Maestro incontrastato del suo tempio candido, signore che galleggia sopra il pelo della vasca sacra, gli occhi lucidi e sporgenti, le zampe aperte come placidi ventagli utili a ottimizzare la sua posizione orizzontale. Senza ieri, oggi o domani, medita sull’Universo, avendo conosciuto il proverbiale mondo fuori dal suo pozzo dove nacque come un singolo e spaurito girino. Ma non si può rimettere un batrace in bottiglia, più di quanto sia possibile farlo con il demonio in persona. Si può soltanto scegliere di metterlo all’interno del tesoro effimero dei popoli stanziali. Ciò che fuoriesce ogni mattino dalla mucca, per gentile concessione della natura. Oh, latte. Oh, latte che già verso il sopraggiungere del vespro, in certi giorni caldi eri propenso a diventare un brodo dal gusto sgradevole. Ed il giorno dopo, potenzialmente letale. Soprattutto in quei villaggi mitteleuropei o dell’area Russa, dove la breve durata dei mesi estivi non aveva dato luogo allo sviluppo di metodi efficaci per riuscire a conservare ciò che era commestibile, al risveglio di api, fiori e cervidi che gridano il proprio auspicio riproduttivo. Fatta eccezione per uno soltanto, che potremmo definire la venerazione dell’anuro, l’incoronazione del granocchio, l’immersione della florida e splendente raganella. Colui e/o colei (i batraci, dopo tutto, sono dioici) preferibilmente appartenente alla comune specie Rana temporaria che colta in mezzo alla foschia dell’ancestrale palude, il contadino trasportava fino alla dispensa ombrosa nella casa simbolo del suo mestiere rurale. Ed ivi con silente ed entusiastico senso d’aspettativa, calava giù ad immergersi dentro l’amata giara, già riempita al compiersi dell’ora della necessaria mungitura bovina. Risultato: nessun risultato. Il che era del tutto desiderabile in quello specifico contesto almeno fino al tardo XIX secolo, ove la trasformazione stessa era il problema di quel fluido in grado di costituire la perfetta coltura batterica per diventare senza un frigorifero, un maleodorante veleno. E questo nonostante gli anticorpi certamente potenziati, rispetto ai nostri domestici organismi frutto di anni di ottimizzazioni e ormai asserviti alla potenza incomparabile degli odierni medicinali. Purché l’operatore non sbagliasse, scambiandola per il superficialmente Bufo Bufo alias Rospo Comune degli umidi dintorni europei.

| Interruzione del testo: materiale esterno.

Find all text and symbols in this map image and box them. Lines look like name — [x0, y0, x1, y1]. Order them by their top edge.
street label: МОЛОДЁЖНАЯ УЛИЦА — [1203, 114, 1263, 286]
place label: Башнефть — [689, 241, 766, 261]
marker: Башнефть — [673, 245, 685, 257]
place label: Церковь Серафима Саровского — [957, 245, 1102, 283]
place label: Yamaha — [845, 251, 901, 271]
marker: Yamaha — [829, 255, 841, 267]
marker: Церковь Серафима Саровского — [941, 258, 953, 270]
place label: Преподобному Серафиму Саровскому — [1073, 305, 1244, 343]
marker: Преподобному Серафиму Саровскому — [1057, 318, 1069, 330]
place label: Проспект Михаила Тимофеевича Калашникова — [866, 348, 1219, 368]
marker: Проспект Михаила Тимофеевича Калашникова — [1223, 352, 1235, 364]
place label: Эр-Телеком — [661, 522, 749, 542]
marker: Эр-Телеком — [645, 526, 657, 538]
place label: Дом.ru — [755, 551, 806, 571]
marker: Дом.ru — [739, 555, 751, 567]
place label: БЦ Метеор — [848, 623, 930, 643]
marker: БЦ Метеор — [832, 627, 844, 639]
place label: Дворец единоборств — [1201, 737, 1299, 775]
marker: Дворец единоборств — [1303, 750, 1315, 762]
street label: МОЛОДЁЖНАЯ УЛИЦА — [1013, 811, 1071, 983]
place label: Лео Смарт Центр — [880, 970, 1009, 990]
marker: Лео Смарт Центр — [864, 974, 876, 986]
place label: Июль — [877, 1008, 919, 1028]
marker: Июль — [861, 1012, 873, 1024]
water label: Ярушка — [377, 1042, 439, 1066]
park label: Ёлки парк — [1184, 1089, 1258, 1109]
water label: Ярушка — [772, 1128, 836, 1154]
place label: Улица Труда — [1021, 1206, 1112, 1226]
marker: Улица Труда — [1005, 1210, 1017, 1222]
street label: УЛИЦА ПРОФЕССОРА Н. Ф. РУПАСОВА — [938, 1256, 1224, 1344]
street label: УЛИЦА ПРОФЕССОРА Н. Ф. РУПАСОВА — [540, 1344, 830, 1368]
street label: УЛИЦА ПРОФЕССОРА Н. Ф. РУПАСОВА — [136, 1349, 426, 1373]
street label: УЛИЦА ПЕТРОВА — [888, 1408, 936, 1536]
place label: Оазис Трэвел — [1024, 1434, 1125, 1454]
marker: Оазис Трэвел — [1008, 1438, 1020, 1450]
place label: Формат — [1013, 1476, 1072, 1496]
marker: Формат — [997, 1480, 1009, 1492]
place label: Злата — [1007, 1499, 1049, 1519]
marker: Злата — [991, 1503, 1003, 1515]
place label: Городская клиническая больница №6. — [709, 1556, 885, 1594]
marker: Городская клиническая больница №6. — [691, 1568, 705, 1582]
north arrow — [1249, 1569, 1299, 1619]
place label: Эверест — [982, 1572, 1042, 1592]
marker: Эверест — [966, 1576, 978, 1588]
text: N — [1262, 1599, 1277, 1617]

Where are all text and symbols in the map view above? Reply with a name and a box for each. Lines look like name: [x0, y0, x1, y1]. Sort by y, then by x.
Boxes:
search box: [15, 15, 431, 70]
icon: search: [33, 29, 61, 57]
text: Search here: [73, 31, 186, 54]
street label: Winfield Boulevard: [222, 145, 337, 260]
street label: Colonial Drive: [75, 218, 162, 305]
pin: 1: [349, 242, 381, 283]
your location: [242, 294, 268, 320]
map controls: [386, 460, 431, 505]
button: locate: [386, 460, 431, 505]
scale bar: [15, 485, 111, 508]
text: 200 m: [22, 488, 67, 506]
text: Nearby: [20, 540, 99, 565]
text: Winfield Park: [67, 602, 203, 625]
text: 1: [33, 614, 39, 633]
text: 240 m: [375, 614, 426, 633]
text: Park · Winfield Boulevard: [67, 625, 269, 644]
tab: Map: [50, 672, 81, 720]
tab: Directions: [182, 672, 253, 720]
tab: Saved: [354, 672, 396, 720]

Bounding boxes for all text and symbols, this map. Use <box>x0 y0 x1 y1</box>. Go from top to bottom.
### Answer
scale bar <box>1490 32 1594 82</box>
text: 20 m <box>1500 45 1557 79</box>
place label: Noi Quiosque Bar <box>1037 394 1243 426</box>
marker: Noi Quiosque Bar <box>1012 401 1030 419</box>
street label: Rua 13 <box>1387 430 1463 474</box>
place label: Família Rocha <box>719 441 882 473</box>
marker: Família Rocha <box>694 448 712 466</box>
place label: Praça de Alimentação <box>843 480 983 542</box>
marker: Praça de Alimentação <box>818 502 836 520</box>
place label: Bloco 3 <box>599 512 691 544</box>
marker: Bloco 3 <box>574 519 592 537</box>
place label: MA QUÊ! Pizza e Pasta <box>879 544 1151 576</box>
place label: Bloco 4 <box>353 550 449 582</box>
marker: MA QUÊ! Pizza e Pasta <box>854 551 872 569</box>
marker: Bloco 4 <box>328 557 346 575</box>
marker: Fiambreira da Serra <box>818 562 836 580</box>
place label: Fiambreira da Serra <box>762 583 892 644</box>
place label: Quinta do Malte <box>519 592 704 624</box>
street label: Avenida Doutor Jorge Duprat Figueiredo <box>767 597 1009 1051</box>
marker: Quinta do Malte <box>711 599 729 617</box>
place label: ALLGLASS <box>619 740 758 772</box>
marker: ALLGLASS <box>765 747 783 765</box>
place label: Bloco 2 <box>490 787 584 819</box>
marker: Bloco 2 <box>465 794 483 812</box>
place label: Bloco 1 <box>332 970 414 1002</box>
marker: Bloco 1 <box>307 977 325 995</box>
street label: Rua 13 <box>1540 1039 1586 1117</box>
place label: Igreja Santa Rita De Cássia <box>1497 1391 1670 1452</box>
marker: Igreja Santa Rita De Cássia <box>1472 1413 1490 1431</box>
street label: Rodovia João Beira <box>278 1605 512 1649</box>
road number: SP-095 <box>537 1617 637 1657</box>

Un detto recitava in terra di Germania Der Frosch hilft, die Kröte verdirbt ovvero “La Rana aiuta, [così come] il Rospo rovina.” E in Francia Grenouille au lait, crapaud au diable. ” La Rana nel latte, il Rospo al Diavolo. Ma chi può dire quale oncia di sapienza empirica, quanta percentuale di saggezza popolare, risiedesse alla radice di una tale pratica, soltanto IN APPARENZA frutto di un folklore senza basi degne di essere considerate dall’angolazione del metodo scientifico nato nei secoli ulteriori…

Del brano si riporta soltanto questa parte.